None of the drops used contained the preservative benzalkonium chloride, which is known to affect corneal epithelial integrity. 22 23 24 Commercially available 1% tropicamide drops (Tropicacyl; Sunways India Pvt. Ltd., Mumbai, India, containing chlorbutanol 0.5% as a preservative) were used for both the control and study conditions. Lignocaine hydrochloride was obtained as 4% Xylocaine (Astra IDL; colorless eye drops containing 1 mg/ml methylparaben as preservative) and transferred into fresh, clean, sterile vials in the pharmacy of our eye center. For the (nonlignocaine) placebo, vehicle for Xylocaine (i.e., water for injection along with 1 mg/ml methylparaben) was freshly prepared in our pharmacy and poured into identical vials. The fresh sterile eyedroppers used were selected to deliver a standardized uniform drop size of 40 to 50 μl. Both the lignocaine- and placebo-filled vials were coded A or B for the double-masked phase I study. 

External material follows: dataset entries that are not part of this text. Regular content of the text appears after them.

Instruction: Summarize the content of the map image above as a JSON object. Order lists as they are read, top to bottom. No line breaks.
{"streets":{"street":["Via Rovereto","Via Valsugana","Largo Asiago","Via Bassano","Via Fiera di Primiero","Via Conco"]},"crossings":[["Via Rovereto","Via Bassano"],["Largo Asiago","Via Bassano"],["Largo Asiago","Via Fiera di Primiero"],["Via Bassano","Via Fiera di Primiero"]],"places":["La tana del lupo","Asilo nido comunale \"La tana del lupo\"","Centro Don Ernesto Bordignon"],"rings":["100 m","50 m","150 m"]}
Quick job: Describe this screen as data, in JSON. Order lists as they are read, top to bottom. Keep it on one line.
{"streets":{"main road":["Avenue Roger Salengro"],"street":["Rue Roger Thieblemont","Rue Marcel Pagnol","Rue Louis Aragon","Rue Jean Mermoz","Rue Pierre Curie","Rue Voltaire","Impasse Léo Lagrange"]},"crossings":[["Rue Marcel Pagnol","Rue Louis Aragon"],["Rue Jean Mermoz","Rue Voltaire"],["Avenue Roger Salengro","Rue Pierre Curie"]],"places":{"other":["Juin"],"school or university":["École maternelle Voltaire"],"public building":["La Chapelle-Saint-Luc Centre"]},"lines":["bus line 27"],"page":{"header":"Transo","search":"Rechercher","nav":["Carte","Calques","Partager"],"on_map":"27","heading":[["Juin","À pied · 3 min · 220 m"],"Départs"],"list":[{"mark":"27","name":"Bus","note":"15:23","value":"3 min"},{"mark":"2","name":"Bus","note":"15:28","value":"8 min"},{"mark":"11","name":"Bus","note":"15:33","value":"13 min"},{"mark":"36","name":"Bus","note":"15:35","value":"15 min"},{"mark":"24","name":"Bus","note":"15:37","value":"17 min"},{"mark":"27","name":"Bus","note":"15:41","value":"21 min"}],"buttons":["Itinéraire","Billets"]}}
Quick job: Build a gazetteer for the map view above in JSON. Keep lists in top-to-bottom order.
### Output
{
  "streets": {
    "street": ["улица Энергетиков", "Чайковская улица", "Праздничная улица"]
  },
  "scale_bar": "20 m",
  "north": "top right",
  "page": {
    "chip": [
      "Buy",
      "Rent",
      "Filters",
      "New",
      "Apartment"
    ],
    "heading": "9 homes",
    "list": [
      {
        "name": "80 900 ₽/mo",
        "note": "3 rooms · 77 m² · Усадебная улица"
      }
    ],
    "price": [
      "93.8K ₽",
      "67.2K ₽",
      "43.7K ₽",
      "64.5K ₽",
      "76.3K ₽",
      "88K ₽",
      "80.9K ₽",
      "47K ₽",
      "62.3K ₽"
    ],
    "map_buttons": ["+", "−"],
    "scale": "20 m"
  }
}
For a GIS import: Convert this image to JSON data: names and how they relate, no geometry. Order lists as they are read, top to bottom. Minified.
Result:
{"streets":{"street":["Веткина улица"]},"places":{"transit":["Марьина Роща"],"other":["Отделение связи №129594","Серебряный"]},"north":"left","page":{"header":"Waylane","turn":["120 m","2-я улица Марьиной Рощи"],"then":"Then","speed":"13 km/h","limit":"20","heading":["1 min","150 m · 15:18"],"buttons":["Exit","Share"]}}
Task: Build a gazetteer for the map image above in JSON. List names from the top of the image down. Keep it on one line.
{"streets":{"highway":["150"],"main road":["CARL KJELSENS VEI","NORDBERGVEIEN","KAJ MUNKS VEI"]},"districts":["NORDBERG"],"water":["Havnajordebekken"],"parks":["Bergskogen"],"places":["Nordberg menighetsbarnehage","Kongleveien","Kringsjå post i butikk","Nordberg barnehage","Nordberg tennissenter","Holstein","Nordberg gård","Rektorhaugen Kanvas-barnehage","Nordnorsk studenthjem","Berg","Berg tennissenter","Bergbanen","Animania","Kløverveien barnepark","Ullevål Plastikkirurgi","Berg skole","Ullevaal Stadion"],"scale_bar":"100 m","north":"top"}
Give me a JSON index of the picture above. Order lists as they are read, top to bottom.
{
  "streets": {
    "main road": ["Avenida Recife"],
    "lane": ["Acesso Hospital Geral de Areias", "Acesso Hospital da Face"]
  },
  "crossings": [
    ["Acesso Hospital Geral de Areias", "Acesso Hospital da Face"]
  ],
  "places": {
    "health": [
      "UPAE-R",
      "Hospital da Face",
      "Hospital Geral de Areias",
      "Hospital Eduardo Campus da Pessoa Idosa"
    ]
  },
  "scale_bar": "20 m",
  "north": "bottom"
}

After the baseline measurements of both pupils were recorded, one eye of each subject received a drop of coded 4% lignocaine (A or B), and the other eye acted as a control and received a drop of coded placebo (B or A). Whether the left or right eye received drop A or B was decided randomly, and the contralateral eye received the other. Three minutes later, a drop of 1% tropicamide was instilled in both of the eyes. Drops were instilled in a standardized manner 25 into the inferior cul-de-sac of each eye. The subject was then asked to close the eyes gently and not to blink or squeeze the eyelids for 1 minute, if possible. Care was also taken to ensure that only a single bubble-free drop was instilled and the dropper tip did not touch the subject’s eye, to avoid contamination. 
The horizontal pupil diameter was subsequently measured at 10-minute intervals for 50 minutes after instillation of tropicamide. Measuring in the dark (as with infrared) cannot simulate the clinical environs and illuminations of ophthalmoscopy, especially before and during the initial dilatation stages, when a relatively larger pupil size in darkness would give misleading conclusions. Therefore, to measure pupil size, a simple, convenient, ruled pupillometer 14 was used in similar dimly lit surroundings, with standardized, reproducible, low, oblique illumination from a fully charged direct ophthalmoscope with its rheostat at half maximum, kept at a comfortable 0.5-m distance. This pupillometer is accurate up to 0.5 mm with a wide range of 1.5 to 8.0 mm, without requiring undue instrumentation or the patient’s cooperation. It was placed transversely at the midlevel of the pupil, as close to the eye as possible without touching it or the lashes. Pupil size was compared with the painted black semicircles of different sizes on the edge of the scale, while the subject fixated on a distant object. 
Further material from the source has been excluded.